═══ DATA TO EXAMINE

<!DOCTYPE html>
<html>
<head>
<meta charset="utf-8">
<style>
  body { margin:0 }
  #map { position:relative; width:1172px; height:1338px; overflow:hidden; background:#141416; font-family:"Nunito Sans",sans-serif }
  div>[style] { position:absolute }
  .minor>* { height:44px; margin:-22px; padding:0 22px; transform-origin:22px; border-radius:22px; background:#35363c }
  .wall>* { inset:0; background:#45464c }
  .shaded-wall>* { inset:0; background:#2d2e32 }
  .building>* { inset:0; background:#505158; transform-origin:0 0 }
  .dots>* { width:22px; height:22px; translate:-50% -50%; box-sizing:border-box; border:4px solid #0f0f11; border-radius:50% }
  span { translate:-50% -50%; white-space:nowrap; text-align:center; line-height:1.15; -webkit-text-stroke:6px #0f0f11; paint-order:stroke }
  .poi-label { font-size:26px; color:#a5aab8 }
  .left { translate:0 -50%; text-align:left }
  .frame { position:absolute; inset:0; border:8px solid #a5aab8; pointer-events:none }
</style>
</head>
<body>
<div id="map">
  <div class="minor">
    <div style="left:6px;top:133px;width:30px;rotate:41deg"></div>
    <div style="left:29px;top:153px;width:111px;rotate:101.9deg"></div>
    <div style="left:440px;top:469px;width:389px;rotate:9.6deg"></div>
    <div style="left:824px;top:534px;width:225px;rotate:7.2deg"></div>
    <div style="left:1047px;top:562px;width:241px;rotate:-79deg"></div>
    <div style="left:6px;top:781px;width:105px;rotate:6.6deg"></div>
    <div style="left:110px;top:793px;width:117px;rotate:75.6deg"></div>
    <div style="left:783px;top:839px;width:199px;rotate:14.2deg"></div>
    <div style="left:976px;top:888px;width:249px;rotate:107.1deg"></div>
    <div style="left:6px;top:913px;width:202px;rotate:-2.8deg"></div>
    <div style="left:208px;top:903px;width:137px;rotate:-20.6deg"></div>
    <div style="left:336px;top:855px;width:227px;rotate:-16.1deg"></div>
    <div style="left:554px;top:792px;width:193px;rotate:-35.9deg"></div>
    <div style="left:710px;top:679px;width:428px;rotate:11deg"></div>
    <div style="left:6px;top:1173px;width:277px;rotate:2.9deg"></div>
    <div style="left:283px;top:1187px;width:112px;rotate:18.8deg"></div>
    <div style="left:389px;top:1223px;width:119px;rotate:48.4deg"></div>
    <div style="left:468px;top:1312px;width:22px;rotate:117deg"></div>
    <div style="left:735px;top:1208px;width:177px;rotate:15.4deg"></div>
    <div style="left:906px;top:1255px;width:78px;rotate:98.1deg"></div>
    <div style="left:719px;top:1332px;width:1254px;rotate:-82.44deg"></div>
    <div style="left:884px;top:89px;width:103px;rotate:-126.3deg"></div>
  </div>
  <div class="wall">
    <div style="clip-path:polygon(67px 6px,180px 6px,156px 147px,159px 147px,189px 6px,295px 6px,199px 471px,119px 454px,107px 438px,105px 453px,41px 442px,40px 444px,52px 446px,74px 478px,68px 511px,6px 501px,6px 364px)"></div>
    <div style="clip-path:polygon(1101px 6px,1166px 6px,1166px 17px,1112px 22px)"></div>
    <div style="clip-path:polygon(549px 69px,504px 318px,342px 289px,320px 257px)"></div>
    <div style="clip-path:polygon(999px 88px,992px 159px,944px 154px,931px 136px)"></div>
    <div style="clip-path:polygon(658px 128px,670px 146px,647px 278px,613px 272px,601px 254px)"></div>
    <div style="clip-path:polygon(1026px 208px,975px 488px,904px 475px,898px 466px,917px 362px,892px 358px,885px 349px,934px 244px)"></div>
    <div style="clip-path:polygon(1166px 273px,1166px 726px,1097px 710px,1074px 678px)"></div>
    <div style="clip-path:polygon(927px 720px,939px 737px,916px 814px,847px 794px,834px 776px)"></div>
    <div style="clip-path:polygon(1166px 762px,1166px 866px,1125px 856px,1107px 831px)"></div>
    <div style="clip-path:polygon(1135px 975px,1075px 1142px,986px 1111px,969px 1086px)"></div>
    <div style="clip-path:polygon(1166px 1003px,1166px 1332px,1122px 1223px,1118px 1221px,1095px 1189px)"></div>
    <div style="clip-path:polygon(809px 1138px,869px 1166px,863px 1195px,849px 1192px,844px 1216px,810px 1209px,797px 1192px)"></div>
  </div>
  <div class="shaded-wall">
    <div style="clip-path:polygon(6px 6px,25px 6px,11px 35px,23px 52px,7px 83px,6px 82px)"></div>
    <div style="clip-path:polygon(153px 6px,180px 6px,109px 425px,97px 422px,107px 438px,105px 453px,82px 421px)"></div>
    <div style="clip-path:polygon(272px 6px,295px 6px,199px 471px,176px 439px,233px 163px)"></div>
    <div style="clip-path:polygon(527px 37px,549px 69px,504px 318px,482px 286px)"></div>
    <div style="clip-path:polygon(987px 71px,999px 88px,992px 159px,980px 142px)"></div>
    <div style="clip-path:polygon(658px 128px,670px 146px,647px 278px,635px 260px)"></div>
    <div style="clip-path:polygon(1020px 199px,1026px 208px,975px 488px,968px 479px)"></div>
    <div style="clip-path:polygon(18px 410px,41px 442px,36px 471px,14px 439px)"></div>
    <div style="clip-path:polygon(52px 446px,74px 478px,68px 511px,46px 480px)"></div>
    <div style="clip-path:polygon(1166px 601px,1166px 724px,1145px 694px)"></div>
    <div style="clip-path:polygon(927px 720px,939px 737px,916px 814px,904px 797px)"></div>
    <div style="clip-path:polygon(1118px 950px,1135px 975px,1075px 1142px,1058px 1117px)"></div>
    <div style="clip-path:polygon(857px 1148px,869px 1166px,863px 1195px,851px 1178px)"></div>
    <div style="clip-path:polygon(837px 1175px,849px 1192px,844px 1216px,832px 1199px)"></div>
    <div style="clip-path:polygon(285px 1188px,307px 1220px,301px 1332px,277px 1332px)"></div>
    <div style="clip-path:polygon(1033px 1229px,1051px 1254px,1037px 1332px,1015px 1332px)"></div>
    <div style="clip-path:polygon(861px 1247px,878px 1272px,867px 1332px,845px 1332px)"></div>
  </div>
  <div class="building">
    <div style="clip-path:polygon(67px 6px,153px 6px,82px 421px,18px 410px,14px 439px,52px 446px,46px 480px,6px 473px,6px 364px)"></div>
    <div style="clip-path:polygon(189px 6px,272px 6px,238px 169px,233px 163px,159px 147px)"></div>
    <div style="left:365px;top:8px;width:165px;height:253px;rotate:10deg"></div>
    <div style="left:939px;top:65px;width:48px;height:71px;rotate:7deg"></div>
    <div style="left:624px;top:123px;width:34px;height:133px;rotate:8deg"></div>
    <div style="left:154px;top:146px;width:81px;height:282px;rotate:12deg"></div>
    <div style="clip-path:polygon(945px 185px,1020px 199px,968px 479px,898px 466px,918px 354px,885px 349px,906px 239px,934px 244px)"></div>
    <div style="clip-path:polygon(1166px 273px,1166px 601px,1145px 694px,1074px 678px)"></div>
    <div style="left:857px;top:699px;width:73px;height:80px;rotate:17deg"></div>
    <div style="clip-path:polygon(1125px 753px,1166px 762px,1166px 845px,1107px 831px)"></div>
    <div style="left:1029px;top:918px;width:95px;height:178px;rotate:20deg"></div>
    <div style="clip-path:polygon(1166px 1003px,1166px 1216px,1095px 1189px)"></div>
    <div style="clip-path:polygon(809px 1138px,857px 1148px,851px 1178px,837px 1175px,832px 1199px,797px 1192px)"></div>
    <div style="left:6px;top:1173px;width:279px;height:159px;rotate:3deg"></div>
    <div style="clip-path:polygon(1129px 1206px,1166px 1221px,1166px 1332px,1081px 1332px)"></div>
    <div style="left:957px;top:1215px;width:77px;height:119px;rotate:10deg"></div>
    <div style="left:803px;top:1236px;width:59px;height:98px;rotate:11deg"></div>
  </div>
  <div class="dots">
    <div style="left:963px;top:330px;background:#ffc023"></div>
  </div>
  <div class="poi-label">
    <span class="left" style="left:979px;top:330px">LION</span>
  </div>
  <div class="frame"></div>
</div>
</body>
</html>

══════

▶ **REQUIRED WORK**
Quote exactly the first line of the entries and every line after it, stopping with the line that contains "position:relative; width:1172px; height:1338px;".

▶ **ANSWER TO THE EXERCISE**
<!DOCTYPE html>
<html>
<head>
<meta charset="utf-8">
<style>
  body { margin:0 }
  #map { position:relative; width:1172px; height:1338px; overflow:hidden; background:#141416; font-family:"Nunito Sans",sans-serif }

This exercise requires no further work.